- _What to produce_:
Say only how many lines in the entries below contain the word "Əsədov".

------------------------------------------------------------

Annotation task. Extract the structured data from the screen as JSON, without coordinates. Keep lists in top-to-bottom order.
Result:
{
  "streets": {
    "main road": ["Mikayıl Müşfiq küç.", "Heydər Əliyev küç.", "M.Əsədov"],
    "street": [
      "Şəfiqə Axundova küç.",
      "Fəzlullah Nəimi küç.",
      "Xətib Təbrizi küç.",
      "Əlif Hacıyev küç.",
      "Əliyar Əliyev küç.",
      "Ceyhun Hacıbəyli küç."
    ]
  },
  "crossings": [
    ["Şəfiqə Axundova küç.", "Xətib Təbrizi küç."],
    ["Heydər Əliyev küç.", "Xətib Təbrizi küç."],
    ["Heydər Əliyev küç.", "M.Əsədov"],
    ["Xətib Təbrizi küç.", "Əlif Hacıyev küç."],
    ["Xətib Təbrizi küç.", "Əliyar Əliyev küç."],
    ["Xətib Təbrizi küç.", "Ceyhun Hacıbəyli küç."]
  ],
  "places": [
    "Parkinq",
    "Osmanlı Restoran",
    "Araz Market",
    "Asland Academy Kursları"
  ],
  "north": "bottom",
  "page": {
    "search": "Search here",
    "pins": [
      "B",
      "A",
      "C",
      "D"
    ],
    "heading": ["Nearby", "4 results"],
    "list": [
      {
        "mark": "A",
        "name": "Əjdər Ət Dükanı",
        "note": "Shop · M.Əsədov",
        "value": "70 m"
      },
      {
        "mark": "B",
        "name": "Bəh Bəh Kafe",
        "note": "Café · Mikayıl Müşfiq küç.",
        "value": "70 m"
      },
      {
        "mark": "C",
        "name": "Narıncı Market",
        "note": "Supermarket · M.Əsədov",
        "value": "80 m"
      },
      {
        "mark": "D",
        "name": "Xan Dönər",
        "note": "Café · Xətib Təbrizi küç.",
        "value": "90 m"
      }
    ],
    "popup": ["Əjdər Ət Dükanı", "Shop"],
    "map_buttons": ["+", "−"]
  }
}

------------------------------------------------------------

- _Result for this task_:
4